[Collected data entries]
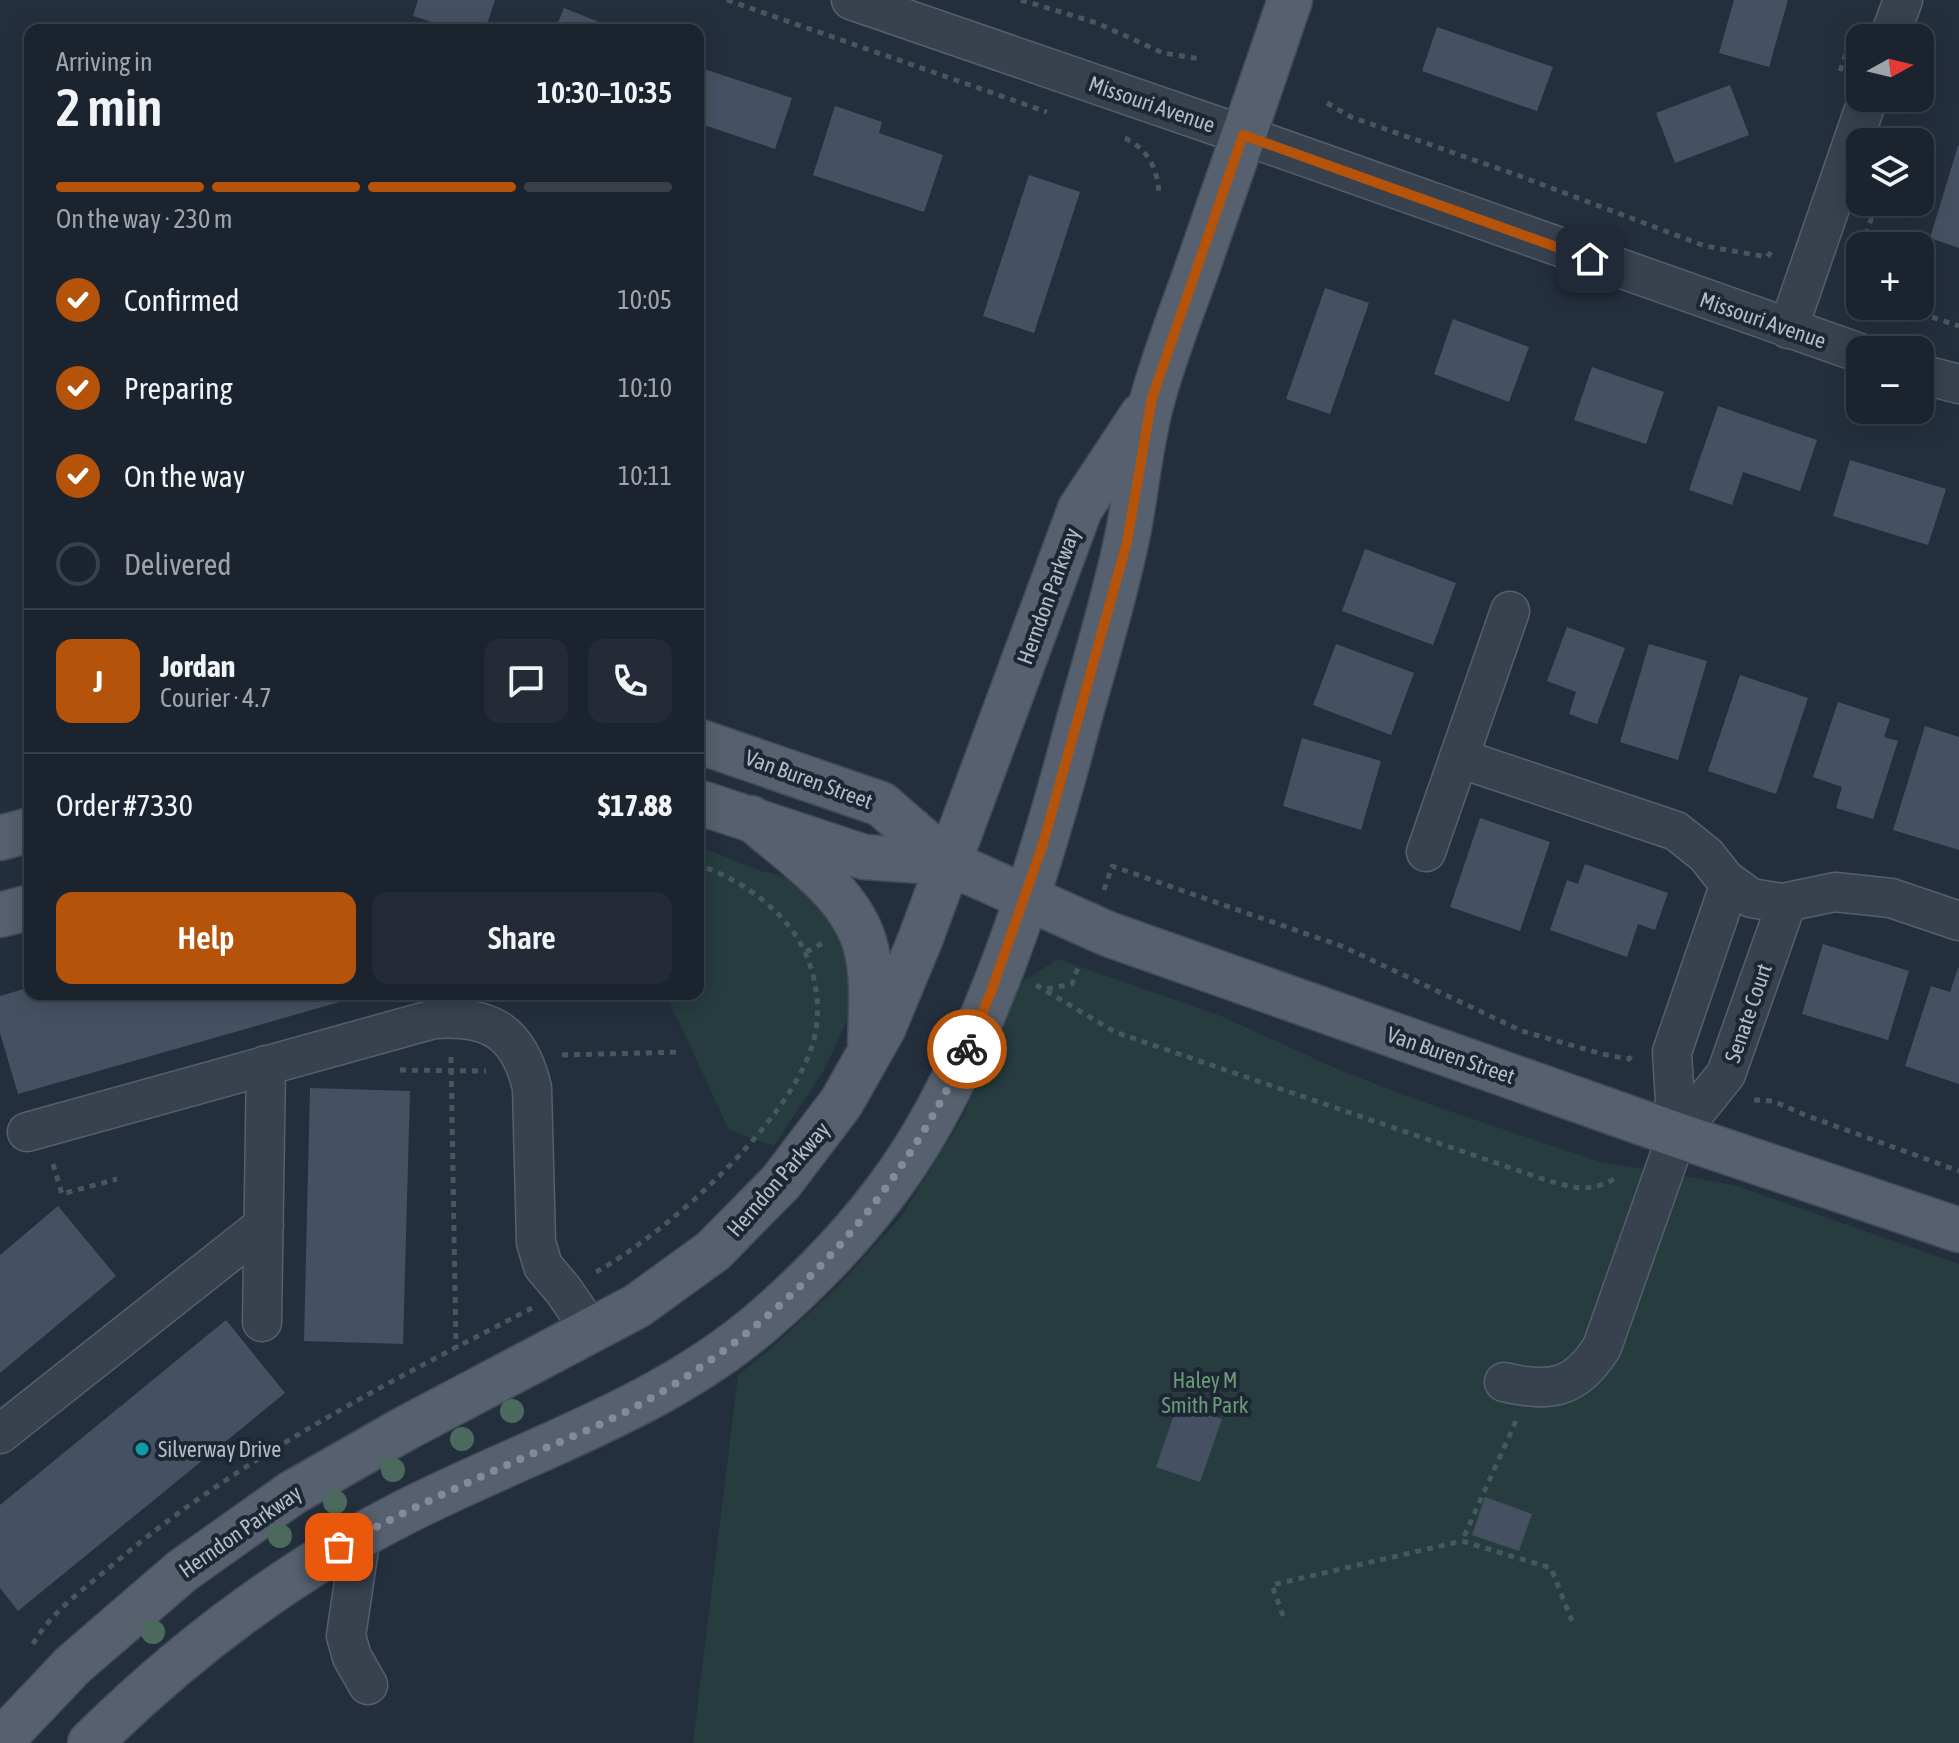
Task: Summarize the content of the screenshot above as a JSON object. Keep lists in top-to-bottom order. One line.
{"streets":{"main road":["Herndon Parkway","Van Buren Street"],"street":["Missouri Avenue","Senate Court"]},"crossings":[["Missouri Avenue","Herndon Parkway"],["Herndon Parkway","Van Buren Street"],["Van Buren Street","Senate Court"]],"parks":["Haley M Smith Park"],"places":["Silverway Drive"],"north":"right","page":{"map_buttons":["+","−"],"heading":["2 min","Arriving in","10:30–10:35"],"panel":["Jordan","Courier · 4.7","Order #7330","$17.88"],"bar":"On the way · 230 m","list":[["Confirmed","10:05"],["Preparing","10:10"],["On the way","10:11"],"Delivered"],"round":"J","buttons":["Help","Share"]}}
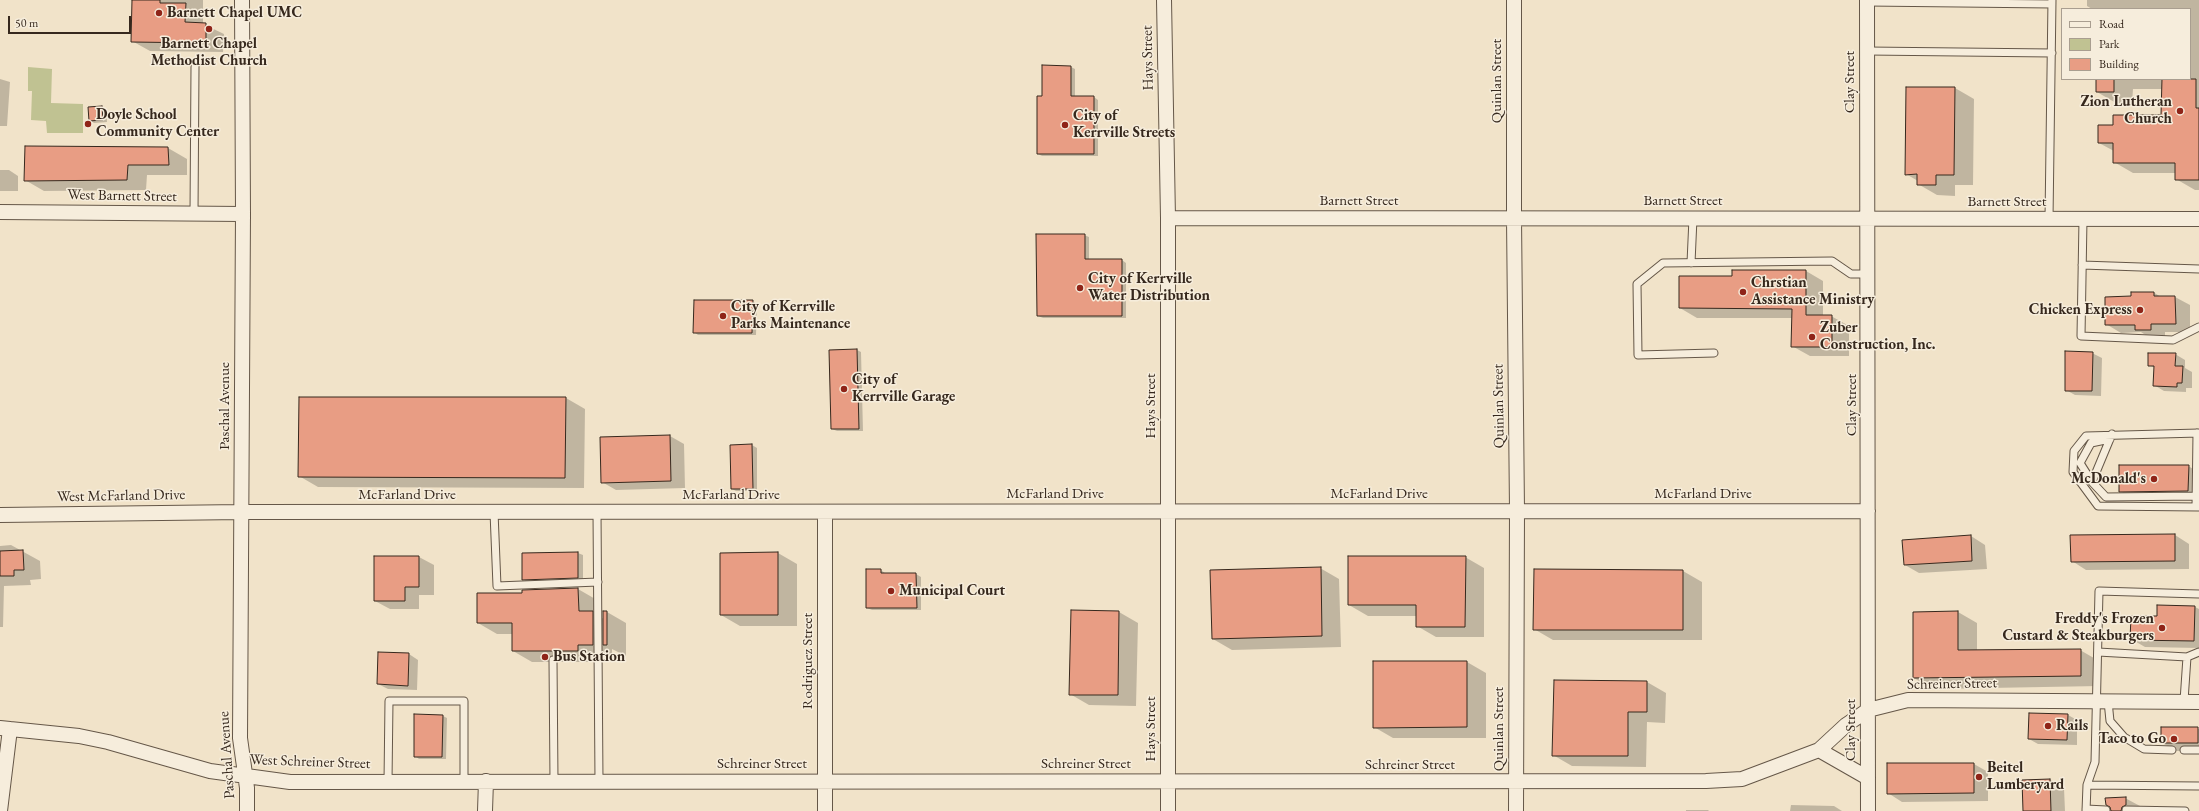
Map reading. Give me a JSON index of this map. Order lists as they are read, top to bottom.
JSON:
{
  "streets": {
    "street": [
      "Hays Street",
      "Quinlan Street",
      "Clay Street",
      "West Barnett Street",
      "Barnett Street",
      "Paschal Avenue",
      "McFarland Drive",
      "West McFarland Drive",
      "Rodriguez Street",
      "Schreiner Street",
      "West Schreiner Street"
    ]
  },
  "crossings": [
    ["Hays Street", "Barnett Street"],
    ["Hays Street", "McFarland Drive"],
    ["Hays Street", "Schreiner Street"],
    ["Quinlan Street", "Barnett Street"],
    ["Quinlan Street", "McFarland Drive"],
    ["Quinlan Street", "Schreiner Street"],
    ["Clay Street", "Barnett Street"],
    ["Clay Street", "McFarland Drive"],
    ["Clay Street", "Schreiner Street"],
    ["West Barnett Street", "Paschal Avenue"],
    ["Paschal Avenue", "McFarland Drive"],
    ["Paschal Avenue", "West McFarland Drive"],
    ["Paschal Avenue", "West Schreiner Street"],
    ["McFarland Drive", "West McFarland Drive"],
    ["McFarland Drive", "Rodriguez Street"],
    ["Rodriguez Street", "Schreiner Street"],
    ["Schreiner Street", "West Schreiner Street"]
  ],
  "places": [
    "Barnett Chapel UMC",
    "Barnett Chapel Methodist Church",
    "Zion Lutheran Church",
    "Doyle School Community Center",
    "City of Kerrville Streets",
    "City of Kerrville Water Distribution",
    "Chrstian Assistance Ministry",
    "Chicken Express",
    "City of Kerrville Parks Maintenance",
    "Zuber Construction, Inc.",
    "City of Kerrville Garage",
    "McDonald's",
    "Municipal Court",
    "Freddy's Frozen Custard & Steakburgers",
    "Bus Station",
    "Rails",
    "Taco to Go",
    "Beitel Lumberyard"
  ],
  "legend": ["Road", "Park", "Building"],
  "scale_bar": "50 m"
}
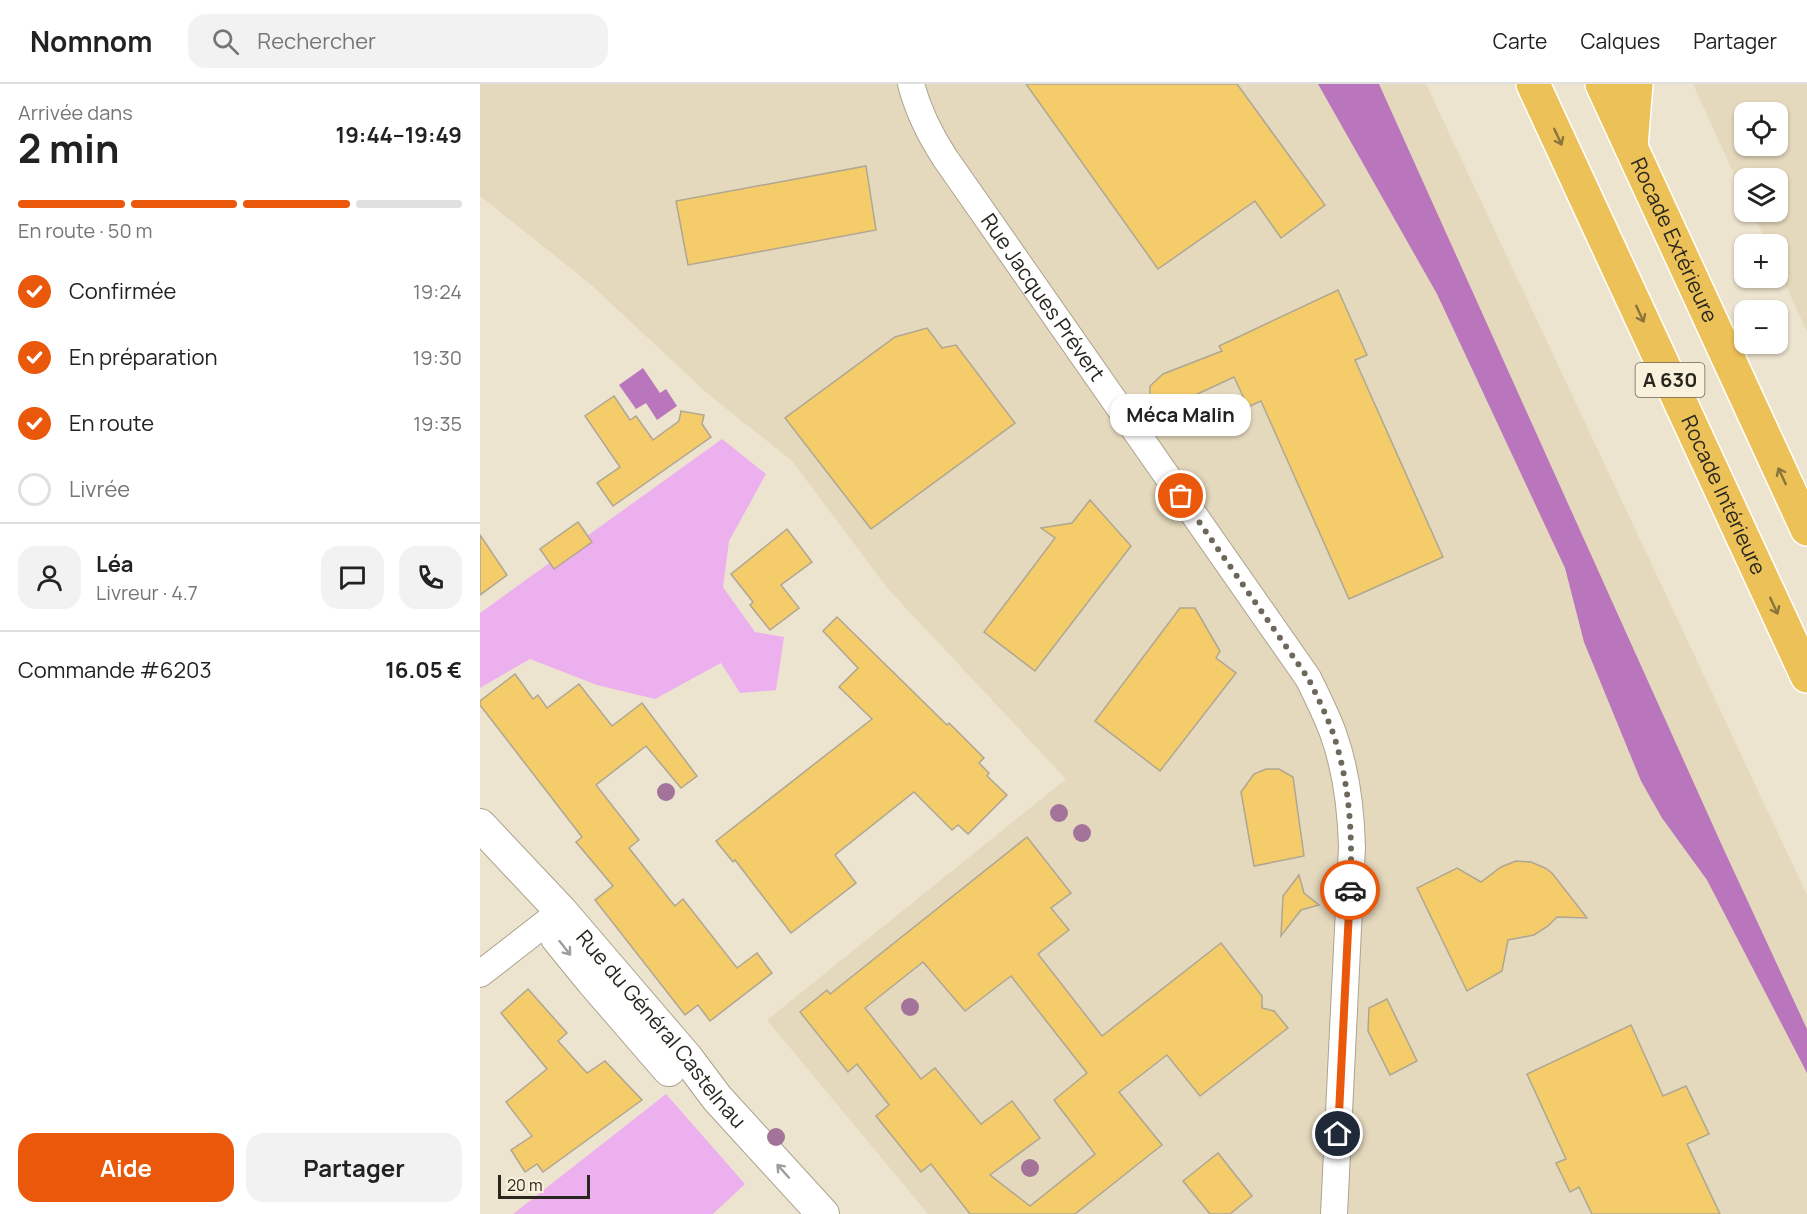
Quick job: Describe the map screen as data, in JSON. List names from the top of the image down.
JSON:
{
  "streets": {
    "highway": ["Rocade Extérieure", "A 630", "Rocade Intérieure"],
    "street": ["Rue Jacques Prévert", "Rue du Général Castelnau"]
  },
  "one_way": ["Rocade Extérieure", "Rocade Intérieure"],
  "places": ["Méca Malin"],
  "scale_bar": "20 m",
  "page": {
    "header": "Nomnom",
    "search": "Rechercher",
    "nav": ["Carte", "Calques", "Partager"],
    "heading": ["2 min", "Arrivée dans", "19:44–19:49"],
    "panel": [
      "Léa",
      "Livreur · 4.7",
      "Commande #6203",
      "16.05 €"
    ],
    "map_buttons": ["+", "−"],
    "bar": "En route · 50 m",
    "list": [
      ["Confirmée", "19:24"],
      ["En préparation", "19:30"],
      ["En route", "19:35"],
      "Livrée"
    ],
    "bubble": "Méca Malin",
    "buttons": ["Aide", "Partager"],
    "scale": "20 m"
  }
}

## EXERCISE
Which of the lines above include the word "Kerrville"? Copy each of them.

## WRITTEN RESPONSE
    "City of Kerrville Streets",
    "City of Kerrville Water Distribution",
    "City of Kerrville Parks Maintenance",
    "City of Kerrville Garage",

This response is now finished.